## [Record set]

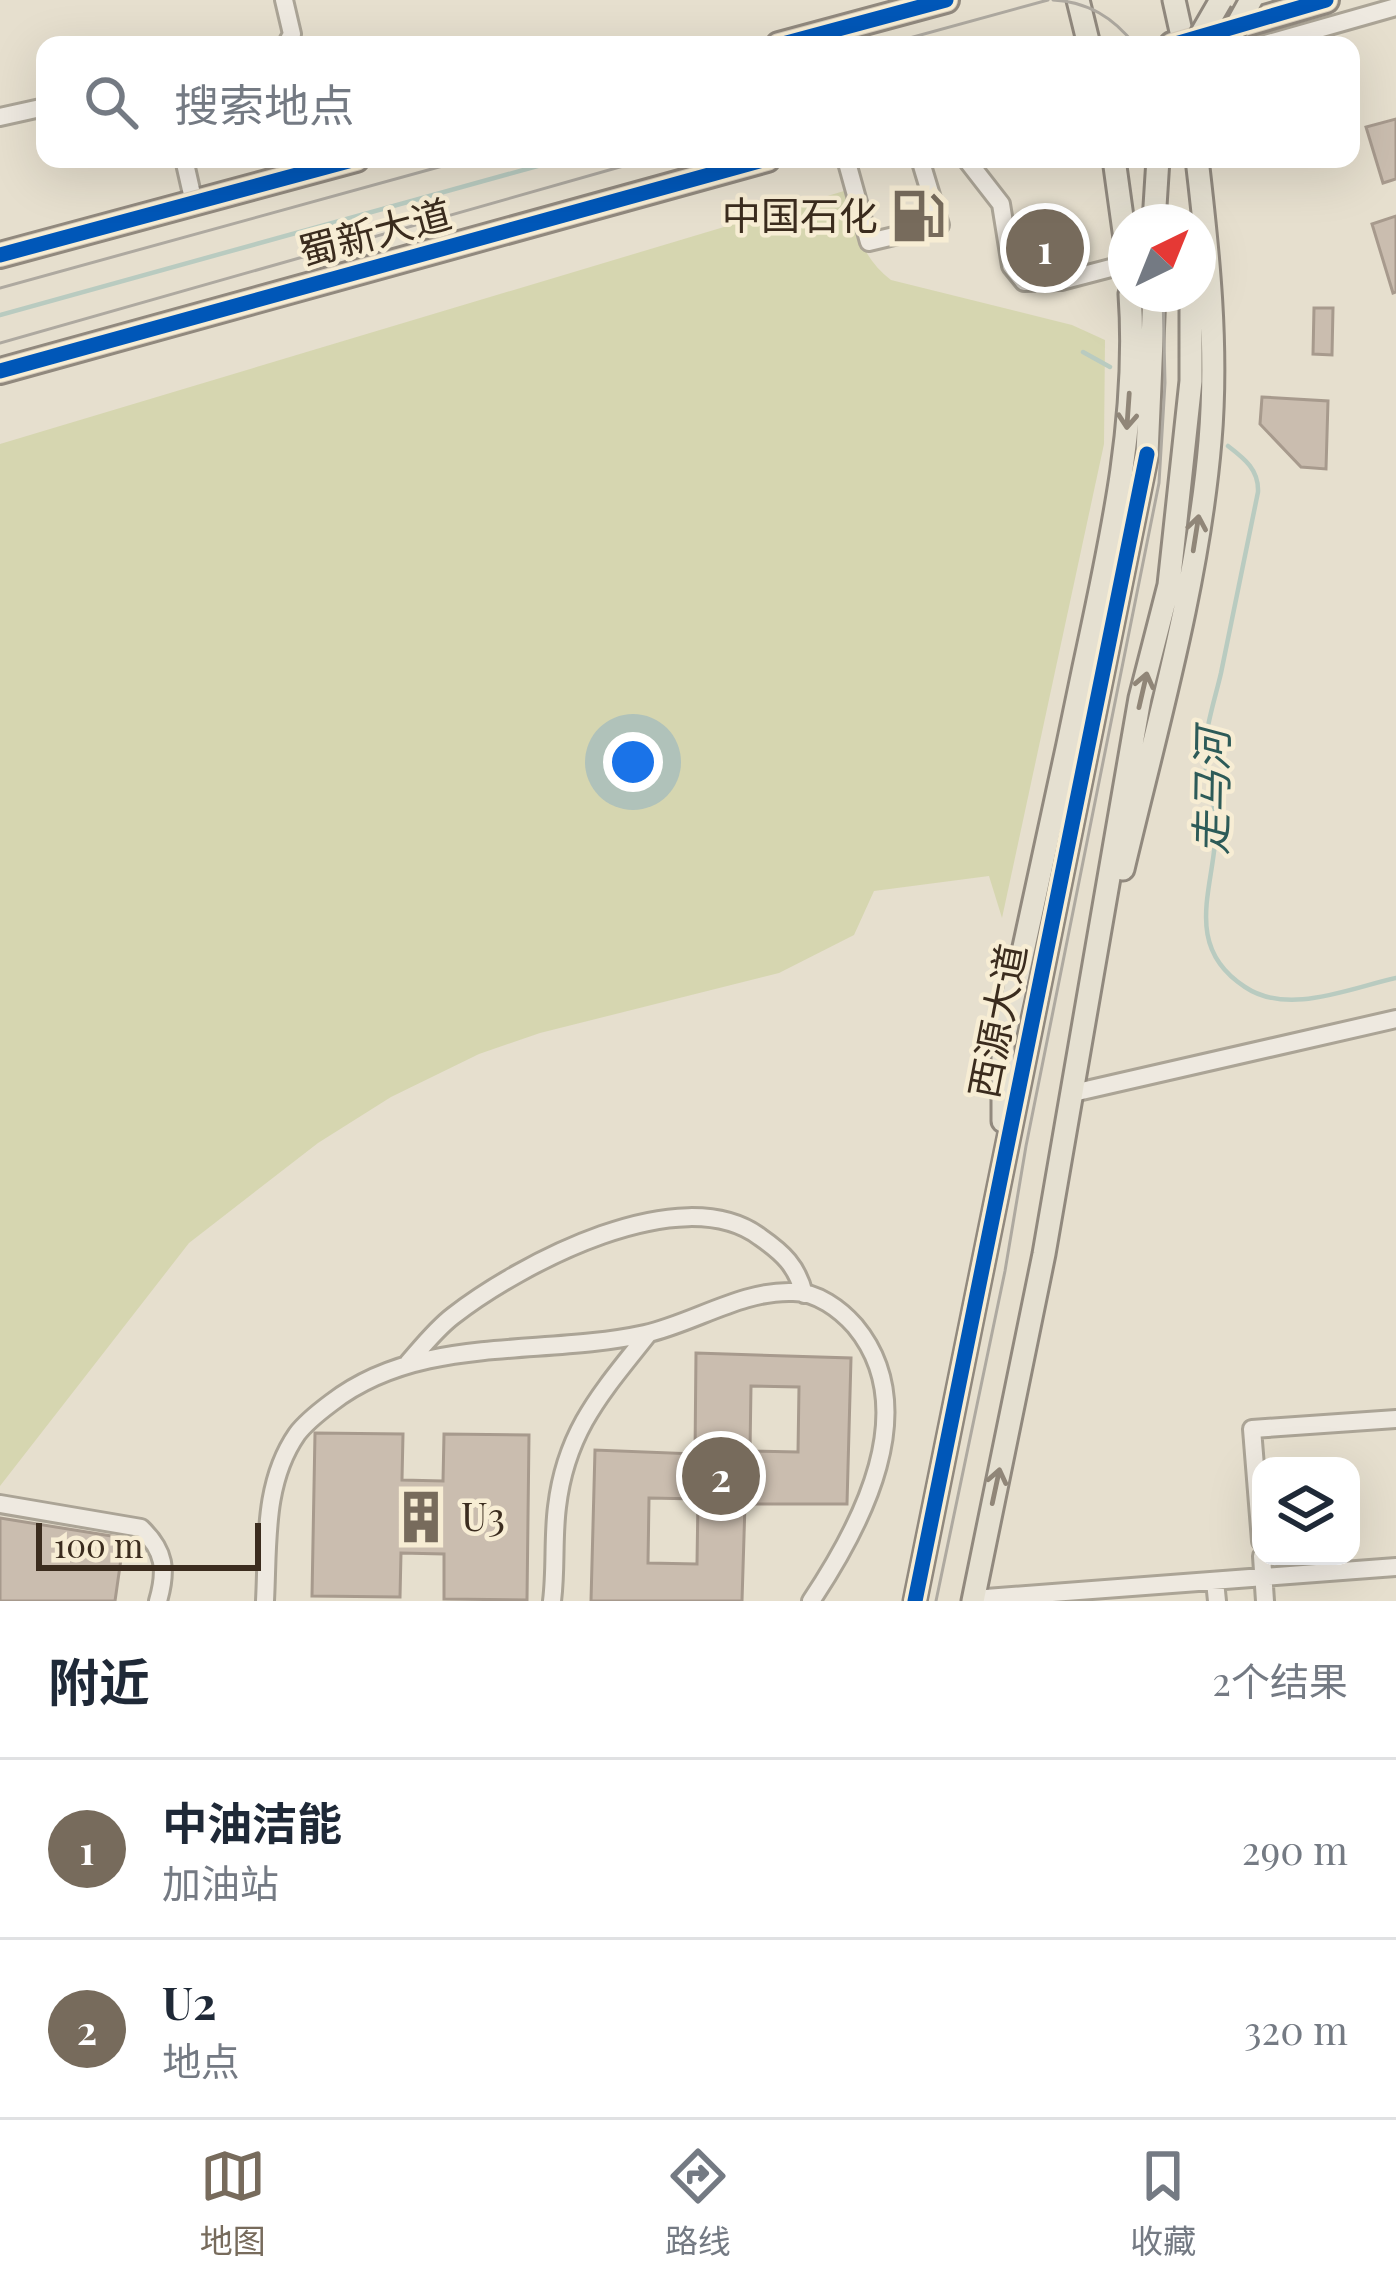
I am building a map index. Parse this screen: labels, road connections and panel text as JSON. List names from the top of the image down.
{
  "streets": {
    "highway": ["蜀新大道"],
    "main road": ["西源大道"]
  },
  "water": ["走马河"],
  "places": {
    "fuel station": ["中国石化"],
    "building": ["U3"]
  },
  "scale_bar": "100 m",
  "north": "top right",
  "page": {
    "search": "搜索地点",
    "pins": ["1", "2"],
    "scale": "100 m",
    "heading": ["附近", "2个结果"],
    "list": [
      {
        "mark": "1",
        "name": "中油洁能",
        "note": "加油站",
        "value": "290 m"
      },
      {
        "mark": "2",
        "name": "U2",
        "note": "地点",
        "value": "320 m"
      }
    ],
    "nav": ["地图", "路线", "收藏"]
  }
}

## [About this exercise]
Without including any picture, reproduce the material above word for word.

## [The answer]
I am building a map index. Parse this screen: labels, road connections and panel text as JSON. List names from the top of the image down.
{
  "streets": {
    "highway": ["蜀新大道"],
    "main road": ["西源大道"]
  },
  "water": ["走马河"],
  "places": {
    "fuel station": ["中国石化"],
    "building": ["U3"]
  },
  "scale_bar": "100 m",
  "north": "top right",
  "page": {
    "search": "搜索地点",
    "pins": ["1", "2"],
    "scale": "100 m",
    "heading": ["附近", "2个结果"],
    "list": [
      {
        "mark": "1",
        "name": "中油洁能",
        "note": "加油站",
        "value": "290 m"
      },
      {
        "mark": "2",
        "name": "U2",
        "note": "地点",
        "value": "320 m"
      }
    ],
    "nav": ["地图", "路线", "收藏"]
  }
}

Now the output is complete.